Berlin. Der neue ZDF-Film „Im Tunnel“ beginnt wie ein Krimi. Erzählt wird anschließend die Tragödie einer Psychose. Das ist außergewöhnlich.

Ein so einfacher Titel, ein so doppelter Boden: „Im Tunnel“. Wie die Kamera das uralte Mauerwerk unter Hamburgs feinem Pflaster begutachtet, da wittert der treue Hauptprogramm-Zuschauer kenntnisreich Lunte. Gleich, ahnt er, wird sich eine Leiche finden. Es kommt das aus niedersten Motiven Vergrabene ans Licht, es wird Schmutz nach oben gekehrt. Es gab ein Opfer, gewiss, aber wir haben ja die Polizei, und sie wird es lösen, damit es gut wird am Ende.

Komplett falsch!
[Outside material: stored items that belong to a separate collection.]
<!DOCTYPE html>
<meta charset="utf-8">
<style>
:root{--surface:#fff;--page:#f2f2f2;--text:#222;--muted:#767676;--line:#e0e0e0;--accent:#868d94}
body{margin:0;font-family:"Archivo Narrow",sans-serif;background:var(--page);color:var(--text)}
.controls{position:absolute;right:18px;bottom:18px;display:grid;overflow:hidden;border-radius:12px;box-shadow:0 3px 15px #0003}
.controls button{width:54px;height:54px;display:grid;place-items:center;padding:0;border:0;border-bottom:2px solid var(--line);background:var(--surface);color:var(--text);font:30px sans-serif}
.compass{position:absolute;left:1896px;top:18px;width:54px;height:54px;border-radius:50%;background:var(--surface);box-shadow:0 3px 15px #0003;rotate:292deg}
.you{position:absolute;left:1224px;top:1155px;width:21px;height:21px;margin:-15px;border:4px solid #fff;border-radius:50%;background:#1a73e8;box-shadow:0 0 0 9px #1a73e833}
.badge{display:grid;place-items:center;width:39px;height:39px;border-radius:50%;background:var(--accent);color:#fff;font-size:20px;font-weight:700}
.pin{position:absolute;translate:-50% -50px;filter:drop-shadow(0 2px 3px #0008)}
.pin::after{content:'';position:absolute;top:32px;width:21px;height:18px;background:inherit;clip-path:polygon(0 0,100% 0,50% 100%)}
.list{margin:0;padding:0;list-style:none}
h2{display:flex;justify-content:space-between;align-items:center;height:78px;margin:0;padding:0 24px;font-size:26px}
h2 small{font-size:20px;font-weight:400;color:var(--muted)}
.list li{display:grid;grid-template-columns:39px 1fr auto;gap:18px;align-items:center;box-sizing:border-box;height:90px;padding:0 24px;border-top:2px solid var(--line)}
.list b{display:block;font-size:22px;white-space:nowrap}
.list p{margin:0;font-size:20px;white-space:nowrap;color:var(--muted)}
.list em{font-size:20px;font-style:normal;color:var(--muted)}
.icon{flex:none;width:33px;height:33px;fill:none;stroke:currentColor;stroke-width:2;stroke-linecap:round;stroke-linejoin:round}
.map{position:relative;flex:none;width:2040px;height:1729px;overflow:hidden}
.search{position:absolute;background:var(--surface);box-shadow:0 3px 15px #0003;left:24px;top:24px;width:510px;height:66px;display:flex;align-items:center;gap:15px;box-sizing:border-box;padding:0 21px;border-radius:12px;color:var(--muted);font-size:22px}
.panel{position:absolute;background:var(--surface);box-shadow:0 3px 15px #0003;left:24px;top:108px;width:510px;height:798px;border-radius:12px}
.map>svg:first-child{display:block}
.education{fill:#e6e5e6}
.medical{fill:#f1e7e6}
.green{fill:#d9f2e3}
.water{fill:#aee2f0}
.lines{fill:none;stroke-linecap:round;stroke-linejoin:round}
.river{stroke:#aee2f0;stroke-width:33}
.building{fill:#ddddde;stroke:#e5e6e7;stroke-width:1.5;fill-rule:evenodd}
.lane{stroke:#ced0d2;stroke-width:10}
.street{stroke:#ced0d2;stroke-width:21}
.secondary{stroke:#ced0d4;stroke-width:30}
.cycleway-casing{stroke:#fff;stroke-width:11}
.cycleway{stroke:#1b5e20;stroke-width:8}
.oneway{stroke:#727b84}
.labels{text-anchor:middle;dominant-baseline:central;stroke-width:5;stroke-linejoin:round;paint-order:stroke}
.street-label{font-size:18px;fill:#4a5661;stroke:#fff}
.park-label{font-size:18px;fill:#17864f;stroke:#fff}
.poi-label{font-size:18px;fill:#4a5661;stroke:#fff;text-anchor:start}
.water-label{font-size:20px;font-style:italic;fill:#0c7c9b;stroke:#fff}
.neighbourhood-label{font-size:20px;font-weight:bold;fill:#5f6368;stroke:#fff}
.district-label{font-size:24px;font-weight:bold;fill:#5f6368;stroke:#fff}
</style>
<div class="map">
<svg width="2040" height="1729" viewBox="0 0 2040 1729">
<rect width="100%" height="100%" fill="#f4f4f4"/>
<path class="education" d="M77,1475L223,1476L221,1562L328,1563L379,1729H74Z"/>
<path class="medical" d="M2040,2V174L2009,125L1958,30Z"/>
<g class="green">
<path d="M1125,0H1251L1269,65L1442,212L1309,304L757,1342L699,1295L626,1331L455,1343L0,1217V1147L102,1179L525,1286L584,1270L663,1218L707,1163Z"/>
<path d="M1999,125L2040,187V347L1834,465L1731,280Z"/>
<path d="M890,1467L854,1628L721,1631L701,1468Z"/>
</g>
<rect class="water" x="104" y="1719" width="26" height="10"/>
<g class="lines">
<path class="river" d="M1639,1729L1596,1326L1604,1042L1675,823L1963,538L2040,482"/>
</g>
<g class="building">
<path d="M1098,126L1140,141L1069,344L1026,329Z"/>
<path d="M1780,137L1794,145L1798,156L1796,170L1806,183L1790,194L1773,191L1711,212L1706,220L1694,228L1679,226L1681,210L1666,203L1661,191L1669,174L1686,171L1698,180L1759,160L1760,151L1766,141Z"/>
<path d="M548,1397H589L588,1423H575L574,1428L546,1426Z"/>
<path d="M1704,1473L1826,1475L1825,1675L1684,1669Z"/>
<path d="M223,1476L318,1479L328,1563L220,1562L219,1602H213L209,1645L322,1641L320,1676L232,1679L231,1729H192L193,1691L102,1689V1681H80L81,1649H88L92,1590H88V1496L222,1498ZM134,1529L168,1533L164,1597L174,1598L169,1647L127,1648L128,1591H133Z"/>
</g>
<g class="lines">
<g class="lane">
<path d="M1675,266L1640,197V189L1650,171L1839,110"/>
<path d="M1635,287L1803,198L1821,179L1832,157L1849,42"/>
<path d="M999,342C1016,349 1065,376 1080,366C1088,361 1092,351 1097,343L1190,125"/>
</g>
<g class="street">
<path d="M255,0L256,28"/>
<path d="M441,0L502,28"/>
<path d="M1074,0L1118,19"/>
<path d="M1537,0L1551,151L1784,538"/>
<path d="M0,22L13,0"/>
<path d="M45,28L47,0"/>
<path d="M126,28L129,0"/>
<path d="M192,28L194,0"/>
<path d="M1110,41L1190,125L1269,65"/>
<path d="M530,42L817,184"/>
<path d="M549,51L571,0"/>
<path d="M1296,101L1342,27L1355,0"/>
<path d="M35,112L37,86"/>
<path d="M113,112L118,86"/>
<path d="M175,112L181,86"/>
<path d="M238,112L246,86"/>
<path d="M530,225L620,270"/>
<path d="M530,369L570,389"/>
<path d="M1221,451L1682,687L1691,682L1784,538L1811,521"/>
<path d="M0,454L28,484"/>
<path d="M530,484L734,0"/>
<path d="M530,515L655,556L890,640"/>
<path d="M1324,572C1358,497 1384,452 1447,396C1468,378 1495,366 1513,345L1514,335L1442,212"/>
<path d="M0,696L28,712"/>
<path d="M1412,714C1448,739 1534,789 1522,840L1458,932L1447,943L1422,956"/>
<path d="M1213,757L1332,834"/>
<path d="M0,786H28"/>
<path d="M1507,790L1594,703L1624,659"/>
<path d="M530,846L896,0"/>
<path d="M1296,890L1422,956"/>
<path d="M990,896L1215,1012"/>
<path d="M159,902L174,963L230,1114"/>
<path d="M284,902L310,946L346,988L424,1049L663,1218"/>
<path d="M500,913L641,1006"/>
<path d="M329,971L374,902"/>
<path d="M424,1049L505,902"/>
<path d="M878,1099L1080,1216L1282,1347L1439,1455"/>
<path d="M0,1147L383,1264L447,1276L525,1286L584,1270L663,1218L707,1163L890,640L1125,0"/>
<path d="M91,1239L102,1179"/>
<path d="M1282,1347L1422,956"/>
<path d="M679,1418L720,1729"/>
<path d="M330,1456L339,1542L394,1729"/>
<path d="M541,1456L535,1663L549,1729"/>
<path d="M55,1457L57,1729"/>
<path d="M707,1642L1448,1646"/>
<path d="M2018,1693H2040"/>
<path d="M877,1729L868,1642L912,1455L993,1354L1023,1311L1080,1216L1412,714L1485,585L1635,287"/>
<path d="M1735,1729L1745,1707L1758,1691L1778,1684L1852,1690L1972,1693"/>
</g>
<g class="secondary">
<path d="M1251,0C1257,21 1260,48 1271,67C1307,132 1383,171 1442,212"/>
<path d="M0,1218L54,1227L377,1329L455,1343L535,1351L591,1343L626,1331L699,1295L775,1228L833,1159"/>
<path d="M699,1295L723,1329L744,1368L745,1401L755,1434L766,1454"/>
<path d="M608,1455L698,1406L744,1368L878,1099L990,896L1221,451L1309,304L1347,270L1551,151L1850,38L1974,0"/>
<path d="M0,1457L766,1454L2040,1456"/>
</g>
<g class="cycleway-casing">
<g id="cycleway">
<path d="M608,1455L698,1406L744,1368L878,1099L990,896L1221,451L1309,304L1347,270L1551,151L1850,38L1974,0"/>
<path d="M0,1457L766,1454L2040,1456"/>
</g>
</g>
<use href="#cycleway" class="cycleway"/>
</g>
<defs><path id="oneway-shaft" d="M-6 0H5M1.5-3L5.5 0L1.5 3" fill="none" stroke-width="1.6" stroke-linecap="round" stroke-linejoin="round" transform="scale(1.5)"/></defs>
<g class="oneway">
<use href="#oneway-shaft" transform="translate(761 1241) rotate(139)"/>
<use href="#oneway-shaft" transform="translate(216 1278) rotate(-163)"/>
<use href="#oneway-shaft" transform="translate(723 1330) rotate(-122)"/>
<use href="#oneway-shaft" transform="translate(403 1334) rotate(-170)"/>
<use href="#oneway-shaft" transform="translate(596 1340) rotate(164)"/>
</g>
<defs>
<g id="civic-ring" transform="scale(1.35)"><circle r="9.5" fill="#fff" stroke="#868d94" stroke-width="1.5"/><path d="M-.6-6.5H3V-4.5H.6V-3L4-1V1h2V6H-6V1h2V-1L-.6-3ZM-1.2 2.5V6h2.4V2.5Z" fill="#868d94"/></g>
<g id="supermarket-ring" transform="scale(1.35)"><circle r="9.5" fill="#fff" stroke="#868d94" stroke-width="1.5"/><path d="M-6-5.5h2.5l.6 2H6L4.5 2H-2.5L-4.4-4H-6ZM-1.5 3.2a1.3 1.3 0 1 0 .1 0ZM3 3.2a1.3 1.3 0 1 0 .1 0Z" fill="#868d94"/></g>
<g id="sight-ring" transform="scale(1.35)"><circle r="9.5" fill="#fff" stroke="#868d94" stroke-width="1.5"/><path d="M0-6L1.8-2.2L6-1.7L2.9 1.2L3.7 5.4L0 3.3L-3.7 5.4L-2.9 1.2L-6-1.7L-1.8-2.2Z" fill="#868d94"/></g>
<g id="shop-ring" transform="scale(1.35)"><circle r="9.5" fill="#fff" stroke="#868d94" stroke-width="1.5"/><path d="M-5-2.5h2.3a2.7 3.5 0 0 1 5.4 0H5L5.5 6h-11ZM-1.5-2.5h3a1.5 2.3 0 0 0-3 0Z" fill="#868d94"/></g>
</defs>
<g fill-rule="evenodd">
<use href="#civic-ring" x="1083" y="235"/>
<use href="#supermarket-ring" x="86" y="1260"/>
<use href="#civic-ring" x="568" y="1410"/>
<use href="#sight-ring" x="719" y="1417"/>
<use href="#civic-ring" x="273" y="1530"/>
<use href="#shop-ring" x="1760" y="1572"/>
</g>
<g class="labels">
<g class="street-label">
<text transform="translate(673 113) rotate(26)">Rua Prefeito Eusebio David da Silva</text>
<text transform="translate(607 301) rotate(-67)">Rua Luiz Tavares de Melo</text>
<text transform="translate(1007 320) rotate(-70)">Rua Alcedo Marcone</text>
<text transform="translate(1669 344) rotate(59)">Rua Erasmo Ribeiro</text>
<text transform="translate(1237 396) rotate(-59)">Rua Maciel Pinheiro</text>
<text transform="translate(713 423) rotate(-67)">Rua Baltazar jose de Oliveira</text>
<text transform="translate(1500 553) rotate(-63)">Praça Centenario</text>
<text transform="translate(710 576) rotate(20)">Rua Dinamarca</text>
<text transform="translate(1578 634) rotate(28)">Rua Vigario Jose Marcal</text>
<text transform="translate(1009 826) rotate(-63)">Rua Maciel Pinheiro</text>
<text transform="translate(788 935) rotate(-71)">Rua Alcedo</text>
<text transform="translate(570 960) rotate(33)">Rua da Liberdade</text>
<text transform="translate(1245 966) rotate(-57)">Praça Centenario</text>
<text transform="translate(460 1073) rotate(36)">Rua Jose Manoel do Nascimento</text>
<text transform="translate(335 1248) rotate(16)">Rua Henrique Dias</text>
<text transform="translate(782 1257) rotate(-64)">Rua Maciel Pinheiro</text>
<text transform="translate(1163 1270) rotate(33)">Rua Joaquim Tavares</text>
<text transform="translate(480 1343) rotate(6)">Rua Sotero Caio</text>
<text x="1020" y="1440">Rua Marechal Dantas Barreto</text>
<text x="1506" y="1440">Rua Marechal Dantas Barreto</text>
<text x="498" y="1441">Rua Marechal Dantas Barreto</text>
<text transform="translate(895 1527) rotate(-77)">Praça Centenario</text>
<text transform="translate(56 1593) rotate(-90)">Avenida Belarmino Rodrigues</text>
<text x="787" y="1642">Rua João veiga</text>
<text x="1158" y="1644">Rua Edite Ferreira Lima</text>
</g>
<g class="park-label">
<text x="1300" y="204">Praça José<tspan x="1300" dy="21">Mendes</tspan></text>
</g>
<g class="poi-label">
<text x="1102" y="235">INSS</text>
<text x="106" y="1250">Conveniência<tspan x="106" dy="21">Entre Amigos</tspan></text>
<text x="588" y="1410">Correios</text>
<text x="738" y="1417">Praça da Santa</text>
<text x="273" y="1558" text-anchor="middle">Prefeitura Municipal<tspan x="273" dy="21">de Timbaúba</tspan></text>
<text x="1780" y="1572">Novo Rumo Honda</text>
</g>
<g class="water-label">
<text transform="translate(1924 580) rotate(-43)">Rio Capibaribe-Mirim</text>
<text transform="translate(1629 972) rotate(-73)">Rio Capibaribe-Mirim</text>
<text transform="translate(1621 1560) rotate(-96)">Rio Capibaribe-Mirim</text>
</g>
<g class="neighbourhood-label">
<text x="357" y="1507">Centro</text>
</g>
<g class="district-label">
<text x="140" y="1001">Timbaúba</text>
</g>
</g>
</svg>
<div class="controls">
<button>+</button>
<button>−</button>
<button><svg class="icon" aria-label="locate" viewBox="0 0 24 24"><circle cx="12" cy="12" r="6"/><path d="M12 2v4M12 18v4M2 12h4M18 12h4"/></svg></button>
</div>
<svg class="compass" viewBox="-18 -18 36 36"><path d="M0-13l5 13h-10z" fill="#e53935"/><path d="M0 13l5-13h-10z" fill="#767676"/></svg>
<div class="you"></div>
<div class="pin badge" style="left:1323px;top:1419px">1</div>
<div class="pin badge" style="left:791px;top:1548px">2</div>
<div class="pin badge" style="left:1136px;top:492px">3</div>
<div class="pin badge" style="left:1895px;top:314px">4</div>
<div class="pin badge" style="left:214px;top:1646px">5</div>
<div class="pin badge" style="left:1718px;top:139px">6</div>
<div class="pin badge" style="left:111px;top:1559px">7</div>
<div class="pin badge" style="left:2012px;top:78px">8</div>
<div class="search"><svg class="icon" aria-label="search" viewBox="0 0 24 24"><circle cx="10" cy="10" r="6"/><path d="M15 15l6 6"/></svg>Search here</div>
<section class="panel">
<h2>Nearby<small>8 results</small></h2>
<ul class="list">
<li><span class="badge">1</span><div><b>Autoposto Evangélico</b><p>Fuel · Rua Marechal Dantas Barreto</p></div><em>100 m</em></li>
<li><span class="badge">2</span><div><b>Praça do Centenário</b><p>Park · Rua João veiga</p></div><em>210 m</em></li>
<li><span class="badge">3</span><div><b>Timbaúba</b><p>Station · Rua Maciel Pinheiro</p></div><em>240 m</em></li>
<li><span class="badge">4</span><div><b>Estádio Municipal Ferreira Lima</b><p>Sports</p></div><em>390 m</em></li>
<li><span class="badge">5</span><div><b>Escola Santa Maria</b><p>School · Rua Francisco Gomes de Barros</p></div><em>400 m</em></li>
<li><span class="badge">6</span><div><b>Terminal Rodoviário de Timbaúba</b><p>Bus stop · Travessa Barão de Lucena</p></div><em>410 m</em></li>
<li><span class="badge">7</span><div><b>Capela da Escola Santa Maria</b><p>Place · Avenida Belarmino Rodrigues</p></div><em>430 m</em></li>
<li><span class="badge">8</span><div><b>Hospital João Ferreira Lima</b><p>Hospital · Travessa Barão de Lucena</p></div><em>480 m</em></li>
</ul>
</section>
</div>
Außergewöhnliches Fernsehen am Montagabend, das sich jeder Erwartbarkeit widersetzt – gelungen ist das dem Hamburger Regisseur Kai Wessel, ausgezeichnet mit dem Grimme-Preis für „Zeit der Helden“, vielbeachtet für „Es war einer von uns“. Gleich zwei Frauen, die dieses starke Vergewaltigungsdrama damals trugen, begegnen wir „Im Tunnel“ wieder: Maria Simon in der Hauptrolle der Maren, Astrid Ströher als Drehbuchautorin.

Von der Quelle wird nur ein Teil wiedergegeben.